Mas o terceiro erro da Secretaria torna inútil o segundo. É verdade, sim, que a propaganda de lingerie recorre ao clichê da mulher-objeto e do homem-animal-instintivo-ultra-elementar. Mas como uma propaganda teria eficácia sem recorrer aos estereótipos sociais? A publicidade é uma forma de arte menor do nosso tempo – e como forma menor de arte tem que recorrer a esquemas elementares, simplificados ao máximo para atingir uma ampla faixa de público. E quando eu digo arte menor não estou dizendo, necessariamente, arte ruim: há muitas campanhas publicitárias apoiadas em topoi elementares e, ainda assim, de uma beleza inquestionável (eis aqui um exemplo). O fato de a propaganda ser uma arte submetida a um imperativo extra-estético (vender determinado produto) nem é algo novo no Ocidente nem radicalmente reprovável. Condenar uma propaganda por se apoiar em clichês é desconhecer o que é uma propaganda e nada entender da função social dos clichês e dos estereótipos – tema que tem ocupado as reflexões da lingüista Ruth Amossy, para quem “o locutor não pode se comunicar com os seus alocutários, e agir sobre eles, sem se apoiar em estereótipos, representações coletivas familiares e crenças partilhadas”.

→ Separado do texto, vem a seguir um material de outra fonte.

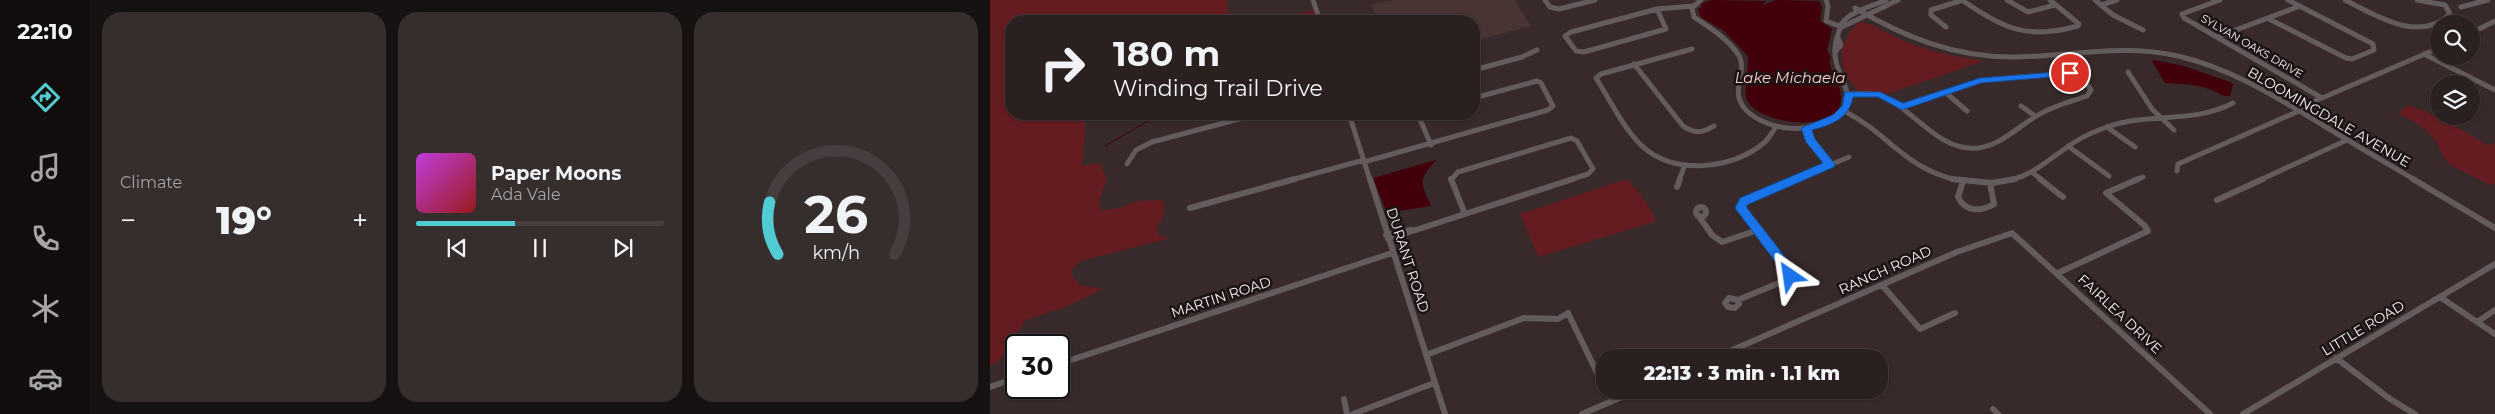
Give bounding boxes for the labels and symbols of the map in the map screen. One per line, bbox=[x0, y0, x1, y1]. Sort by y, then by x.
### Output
street label: SYLVAN OAKS DRIVE bbox=[2198, 11, 2306, 81]
pin bbox=[2049, 52, 2091, 94]
street label: BLOOMINGDALE AVENUE bbox=[2244, 63, 2414, 171]
water label: Lake Michaela bbox=[1735, 68, 1845, 87]
street label: DURANT ROAD bbox=[1383, 205, 1433, 315]
street label: RANCH ROAD bbox=[1836, 241, 1934, 299]
position arrow bbox=[1763, 249, 1815, 301]
street label: FAIRLEA DRIVE bbox=[2074, 270, 2166, 358]
street label: MARTIN ROAD bbox=[1169, 272, 1273, 322]
street label: LITTLE ROAD bbox=[2318, 296, 2408, 360]
speed limit sign: 30 bbox=[1005, 334, 1070, 399]

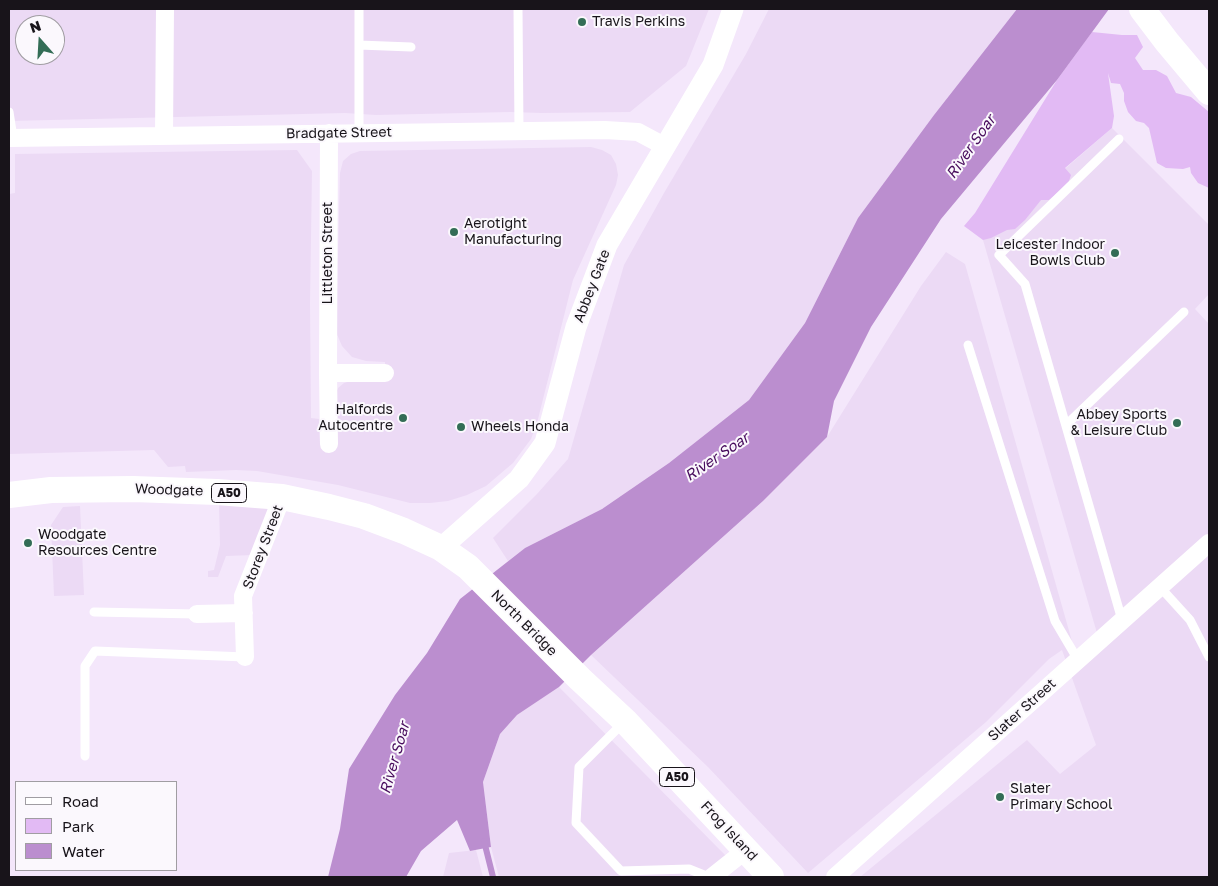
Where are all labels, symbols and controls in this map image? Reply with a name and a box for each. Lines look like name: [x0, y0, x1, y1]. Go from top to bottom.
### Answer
place label: Travis Perkins: [592, 14, 685, 30]
north arrow: [15, 15, 65, 65]
marker: Travis Perkins: [576, 16, 588, 28]
text: N: [27, 17, 43, 36]
water label: River Soar: [943, 112, 999, 182]
street label: Bradgate Street: [286, 124, 392, 142]
street label: Littleton Street: [320, 202, 336, 304]
place label: Aerotight Manufacturing: [464, 216, 562, 248]
marker: Aerotight Manufacturing: [448, 226, 460, 238]
place label: Leicester Indoor Bowls Club: [996, 237, 1105, 270]
street label: Abbey Gate: [570, 247, 614, 325]
marker: Leicester Indoor Bowls Club: [1109, 247, 1121, 259]
place label: Halfords Autocentre: [318, 402, 393, 434]
place label: Abbey Sports & Leisure Club: [1070, 407, 1167, 440]
marker: Halfords Autocentre: [397, 412, 409, 424]
marker: Abbey Sports & Leisure Club: [1171, 417, 1183, 429]
place label: Wheels Honda: [471, 419, 569, 435]
marker: Wheels Honda: [455, 421, 467, 433]
water label: River Soar: [681, 429, 753, 485]
street label: Woodgate: [135, 480, 203, 500]
road number: A50: [212, 483, 246, 502]
street label: Storey Street: [239, 503, 287, 591]
place label: Woodgate Resources Centre: [38, 527, 157, 560]
marker: Woodgate Resources Centre: [22, 537, 34, 549]
street label: North Bridge: [488, 587, 560, 659]
street label: Slater Street: [985, 675, 1059, 745]
water label: River Soar: [376, 720, 414, 796]
road number: A50: [660, 768, 694, 786]
legend: [15, 781, 178, 871]
place label: Slater Primary School: [1010, 781, 1112, 814]
marker: Slater Primary School: [994, 791, 1006, 803]
text: Road: [62, 792, 99, 810]
street label: Frog Island: [697, 798, 761, 864]
text: Park: [62, 817, 94, 835]
text: Water: [62, 842, 105, 860]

O que, enfim, quero dizer é que, sendo a propaganda uma arte, nenhuma opinião que se dê sobre ela sem levar em conta sua elaboração estética será suficientemente esclarecedora. A este respeito, aliás, cabe notar que a campanha publicitária em discussão tem valor estético quase nulo e, apesar de bela, Gisele Bündchen é má atriz. Não fosse a Secretaria de Políticas para Mulheres uma campanha tão sem sal como aquela seria logo esquecida.

Uma última observação. Ao defender a propaganda como arte menor não quero sugerir que ela seja algo especial e intocável. Nem as grandes artes o são. Não se pode separar tão radicalmente arte e moral. Mas, da mesma forma, é preciso bom senso para que o poder público não perca tempo com bagatelas. O Conar entendeu bem isto e, felizmente, não acatou o pedido da Secretaria de Políticas para Mulheres.